DATA PROVIDED START
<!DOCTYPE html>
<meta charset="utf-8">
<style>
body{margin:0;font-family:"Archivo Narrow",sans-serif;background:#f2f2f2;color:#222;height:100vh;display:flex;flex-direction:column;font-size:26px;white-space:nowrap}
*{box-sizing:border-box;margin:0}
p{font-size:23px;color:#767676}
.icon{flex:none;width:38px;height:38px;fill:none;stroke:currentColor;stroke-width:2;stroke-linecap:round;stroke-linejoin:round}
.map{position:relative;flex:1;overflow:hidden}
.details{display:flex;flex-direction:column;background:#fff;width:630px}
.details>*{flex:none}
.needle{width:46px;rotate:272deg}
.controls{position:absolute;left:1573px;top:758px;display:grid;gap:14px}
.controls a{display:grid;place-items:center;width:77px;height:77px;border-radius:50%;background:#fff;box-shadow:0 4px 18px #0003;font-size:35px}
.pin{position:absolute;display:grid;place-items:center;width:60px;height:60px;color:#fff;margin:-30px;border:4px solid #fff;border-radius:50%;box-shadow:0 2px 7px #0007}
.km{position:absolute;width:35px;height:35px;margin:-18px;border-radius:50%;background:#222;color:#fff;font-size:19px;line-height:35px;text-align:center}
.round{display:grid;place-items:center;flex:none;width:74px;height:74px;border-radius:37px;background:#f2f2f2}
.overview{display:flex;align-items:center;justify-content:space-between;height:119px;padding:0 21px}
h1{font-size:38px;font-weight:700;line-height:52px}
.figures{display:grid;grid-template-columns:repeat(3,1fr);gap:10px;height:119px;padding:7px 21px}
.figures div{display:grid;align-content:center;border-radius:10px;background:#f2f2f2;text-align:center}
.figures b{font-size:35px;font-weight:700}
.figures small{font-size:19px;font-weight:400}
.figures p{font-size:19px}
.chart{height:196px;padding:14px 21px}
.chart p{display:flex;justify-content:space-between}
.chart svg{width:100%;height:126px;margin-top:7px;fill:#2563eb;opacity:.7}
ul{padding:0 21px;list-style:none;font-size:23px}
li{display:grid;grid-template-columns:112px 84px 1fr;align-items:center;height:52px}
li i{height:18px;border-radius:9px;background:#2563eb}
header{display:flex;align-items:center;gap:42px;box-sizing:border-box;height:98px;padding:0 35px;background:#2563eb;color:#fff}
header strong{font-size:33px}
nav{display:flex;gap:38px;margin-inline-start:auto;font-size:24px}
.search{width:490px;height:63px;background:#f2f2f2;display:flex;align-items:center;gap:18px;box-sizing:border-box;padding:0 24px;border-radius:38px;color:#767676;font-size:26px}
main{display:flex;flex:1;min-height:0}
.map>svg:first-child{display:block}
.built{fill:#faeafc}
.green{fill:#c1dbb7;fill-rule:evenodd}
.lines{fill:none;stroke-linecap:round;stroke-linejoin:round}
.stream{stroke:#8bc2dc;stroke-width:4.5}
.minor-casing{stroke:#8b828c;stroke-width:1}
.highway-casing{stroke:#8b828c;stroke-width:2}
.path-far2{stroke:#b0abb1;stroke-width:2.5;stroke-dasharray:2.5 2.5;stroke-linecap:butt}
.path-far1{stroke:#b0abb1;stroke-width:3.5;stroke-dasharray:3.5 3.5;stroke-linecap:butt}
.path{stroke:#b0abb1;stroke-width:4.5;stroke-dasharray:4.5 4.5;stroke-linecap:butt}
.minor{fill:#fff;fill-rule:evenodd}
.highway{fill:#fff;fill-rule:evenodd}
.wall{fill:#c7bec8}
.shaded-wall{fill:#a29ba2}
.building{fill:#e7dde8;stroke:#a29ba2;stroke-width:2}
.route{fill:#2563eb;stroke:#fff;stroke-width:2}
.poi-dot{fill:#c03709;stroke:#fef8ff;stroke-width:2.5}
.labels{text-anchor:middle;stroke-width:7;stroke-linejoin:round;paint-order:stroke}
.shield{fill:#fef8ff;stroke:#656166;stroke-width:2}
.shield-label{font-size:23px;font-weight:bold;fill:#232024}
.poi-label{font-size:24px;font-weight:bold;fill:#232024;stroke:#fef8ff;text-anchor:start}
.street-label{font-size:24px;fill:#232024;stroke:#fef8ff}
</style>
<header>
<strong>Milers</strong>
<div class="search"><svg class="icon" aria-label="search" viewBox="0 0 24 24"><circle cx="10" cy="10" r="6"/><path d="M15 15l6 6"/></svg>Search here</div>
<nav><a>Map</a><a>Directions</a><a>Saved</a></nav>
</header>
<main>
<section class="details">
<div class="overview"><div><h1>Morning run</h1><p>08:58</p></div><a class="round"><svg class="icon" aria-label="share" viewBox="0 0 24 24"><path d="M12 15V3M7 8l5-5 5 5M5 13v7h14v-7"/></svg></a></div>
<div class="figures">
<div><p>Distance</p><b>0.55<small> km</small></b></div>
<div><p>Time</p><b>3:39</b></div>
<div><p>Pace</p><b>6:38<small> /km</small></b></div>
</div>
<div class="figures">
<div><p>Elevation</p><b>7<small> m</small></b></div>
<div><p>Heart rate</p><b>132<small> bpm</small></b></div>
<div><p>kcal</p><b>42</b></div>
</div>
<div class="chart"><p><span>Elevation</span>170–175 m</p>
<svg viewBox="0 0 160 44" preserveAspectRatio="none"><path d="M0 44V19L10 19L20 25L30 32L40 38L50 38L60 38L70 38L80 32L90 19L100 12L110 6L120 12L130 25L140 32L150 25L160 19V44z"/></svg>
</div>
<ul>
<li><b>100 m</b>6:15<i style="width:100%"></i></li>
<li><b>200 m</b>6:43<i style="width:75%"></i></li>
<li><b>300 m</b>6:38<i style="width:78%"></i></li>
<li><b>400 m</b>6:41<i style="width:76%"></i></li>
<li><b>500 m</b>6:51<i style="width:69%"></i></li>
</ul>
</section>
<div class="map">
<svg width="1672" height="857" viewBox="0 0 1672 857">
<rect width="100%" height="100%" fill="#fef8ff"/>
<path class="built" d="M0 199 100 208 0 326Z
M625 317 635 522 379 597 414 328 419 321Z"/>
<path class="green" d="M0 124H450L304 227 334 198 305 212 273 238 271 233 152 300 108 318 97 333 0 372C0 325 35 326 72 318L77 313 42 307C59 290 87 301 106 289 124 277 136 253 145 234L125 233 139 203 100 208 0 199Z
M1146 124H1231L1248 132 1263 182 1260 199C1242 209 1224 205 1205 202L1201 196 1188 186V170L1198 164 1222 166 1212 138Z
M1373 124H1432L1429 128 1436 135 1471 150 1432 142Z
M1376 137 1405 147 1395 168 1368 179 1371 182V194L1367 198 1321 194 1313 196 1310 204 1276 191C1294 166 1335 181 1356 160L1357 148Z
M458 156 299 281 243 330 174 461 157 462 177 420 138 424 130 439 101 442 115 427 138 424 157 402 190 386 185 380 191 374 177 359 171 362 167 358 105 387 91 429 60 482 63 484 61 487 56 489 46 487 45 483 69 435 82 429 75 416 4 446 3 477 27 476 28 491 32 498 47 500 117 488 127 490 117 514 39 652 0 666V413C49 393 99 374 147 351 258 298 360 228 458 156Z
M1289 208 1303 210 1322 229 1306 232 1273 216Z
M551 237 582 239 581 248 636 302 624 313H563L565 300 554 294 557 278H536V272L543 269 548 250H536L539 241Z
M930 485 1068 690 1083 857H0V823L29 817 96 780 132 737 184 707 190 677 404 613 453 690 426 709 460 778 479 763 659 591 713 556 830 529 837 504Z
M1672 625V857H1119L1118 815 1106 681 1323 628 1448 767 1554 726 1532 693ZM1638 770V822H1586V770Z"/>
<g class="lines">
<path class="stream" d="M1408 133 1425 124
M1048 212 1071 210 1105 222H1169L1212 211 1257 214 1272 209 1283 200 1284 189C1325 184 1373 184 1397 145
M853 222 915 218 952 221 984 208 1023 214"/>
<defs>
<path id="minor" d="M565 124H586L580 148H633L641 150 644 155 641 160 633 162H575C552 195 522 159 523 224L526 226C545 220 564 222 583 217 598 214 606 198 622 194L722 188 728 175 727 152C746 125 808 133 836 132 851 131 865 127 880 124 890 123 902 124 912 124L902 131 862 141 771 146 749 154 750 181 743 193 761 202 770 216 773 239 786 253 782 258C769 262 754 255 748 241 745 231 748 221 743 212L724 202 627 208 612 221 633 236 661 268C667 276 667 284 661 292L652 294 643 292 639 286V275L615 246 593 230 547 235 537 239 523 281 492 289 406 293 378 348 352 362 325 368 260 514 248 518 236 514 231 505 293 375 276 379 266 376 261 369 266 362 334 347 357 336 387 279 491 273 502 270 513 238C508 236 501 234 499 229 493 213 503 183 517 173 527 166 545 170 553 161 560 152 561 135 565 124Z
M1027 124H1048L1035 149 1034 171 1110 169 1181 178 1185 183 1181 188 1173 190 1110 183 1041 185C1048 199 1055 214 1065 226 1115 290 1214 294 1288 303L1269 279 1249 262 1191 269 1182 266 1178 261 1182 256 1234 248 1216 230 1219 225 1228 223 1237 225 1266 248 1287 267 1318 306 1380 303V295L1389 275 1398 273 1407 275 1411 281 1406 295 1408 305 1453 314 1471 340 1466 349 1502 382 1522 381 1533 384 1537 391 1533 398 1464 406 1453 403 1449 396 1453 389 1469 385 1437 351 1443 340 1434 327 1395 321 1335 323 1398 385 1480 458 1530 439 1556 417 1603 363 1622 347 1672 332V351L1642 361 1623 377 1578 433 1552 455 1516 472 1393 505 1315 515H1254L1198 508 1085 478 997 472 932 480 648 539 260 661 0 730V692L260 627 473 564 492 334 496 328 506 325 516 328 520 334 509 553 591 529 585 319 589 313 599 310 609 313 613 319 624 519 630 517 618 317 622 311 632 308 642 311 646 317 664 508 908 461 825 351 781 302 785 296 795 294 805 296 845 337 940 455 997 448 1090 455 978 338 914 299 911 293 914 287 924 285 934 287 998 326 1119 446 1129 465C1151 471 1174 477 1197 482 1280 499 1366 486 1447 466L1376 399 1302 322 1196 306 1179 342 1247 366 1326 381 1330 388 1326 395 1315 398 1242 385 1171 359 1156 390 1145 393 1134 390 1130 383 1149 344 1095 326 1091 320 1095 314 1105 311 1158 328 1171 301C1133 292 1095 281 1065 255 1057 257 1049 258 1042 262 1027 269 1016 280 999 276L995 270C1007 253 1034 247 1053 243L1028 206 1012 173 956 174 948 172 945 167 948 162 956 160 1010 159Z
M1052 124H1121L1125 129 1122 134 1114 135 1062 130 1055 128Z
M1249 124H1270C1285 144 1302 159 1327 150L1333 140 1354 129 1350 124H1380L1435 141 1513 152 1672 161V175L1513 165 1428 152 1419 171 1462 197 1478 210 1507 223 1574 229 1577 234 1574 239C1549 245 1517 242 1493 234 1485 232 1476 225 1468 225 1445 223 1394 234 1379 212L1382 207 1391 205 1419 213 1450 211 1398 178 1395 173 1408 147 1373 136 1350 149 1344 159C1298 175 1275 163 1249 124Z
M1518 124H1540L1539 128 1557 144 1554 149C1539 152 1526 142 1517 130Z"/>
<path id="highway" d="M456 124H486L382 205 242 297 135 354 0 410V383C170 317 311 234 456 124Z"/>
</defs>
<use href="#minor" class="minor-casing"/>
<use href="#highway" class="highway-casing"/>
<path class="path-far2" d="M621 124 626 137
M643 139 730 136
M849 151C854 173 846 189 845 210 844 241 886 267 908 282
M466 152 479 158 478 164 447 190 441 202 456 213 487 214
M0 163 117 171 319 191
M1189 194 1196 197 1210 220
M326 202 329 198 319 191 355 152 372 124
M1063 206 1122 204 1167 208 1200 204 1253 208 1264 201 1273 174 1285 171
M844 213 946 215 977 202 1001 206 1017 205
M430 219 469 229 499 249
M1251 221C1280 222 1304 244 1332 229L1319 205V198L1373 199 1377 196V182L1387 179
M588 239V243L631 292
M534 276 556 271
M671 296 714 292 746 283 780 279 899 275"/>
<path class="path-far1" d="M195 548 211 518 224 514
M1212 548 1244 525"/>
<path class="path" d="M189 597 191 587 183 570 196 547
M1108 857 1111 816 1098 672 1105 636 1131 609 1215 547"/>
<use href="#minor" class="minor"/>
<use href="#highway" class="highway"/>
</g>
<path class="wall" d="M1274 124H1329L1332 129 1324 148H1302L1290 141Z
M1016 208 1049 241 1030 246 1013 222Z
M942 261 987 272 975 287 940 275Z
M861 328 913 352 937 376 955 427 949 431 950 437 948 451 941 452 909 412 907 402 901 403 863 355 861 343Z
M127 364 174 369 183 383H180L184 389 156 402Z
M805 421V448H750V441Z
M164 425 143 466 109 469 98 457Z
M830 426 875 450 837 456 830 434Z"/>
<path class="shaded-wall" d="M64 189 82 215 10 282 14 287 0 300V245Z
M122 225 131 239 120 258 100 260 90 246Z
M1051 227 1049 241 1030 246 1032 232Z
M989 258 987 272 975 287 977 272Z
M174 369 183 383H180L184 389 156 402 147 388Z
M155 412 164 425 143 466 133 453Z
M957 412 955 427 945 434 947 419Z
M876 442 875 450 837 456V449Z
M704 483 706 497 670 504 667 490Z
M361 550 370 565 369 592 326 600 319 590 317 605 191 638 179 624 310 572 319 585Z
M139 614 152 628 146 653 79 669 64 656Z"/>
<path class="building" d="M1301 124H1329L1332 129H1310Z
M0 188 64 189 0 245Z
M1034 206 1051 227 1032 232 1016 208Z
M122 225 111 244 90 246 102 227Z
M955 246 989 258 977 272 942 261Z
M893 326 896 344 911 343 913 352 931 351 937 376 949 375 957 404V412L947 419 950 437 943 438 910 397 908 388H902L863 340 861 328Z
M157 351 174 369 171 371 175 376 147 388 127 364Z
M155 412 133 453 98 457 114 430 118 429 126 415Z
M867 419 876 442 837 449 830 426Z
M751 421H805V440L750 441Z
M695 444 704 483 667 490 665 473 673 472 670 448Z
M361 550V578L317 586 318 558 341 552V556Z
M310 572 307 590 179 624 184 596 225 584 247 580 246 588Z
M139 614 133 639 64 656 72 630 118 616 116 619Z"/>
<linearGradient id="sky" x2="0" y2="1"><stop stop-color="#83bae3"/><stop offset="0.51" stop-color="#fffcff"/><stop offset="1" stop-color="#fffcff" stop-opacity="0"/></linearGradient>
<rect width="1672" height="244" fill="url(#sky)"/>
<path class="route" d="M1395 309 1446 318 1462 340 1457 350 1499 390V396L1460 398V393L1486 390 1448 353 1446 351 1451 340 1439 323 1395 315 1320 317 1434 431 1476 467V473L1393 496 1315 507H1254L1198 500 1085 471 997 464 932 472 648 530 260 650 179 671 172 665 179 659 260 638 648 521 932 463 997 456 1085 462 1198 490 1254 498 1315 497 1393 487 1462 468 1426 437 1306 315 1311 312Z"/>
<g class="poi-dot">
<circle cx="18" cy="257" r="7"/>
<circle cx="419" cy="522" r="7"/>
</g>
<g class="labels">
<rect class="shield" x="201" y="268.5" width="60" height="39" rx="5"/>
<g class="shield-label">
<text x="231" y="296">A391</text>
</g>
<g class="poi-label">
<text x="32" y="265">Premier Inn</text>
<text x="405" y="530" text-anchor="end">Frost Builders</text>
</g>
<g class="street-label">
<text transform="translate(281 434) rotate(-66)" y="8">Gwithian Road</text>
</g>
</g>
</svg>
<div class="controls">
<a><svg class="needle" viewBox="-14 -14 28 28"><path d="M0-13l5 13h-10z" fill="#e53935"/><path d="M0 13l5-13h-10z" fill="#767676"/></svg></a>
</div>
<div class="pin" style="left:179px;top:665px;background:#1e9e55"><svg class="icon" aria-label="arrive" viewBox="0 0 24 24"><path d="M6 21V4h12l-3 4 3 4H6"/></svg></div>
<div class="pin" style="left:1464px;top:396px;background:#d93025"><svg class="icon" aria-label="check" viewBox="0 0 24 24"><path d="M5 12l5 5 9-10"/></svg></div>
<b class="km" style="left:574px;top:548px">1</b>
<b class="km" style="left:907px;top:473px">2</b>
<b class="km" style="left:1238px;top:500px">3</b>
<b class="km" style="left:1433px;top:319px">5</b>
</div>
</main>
DATA PROVIDED END
**EXERCISE DESCRIPTION**.
Would you please filter the lines above and copy every one that includes "dasharray"?

**SOLUTION BELOW**.
.path-far2{stroke:#b0abb1;stroke-width:2.5;stroke-dasharray:2.5 2.5;stroke-linecap:butt}
.path-far1{stroke:#b0abb1;stroke-width:3.5;stroke-dasharray:3.5 3.5;stroke-linecap:butt}
.path{stroke:#b0abb1;stroke-width:4.5;stroke-dasharray:4.5 4.5;stroke-linecap:butt}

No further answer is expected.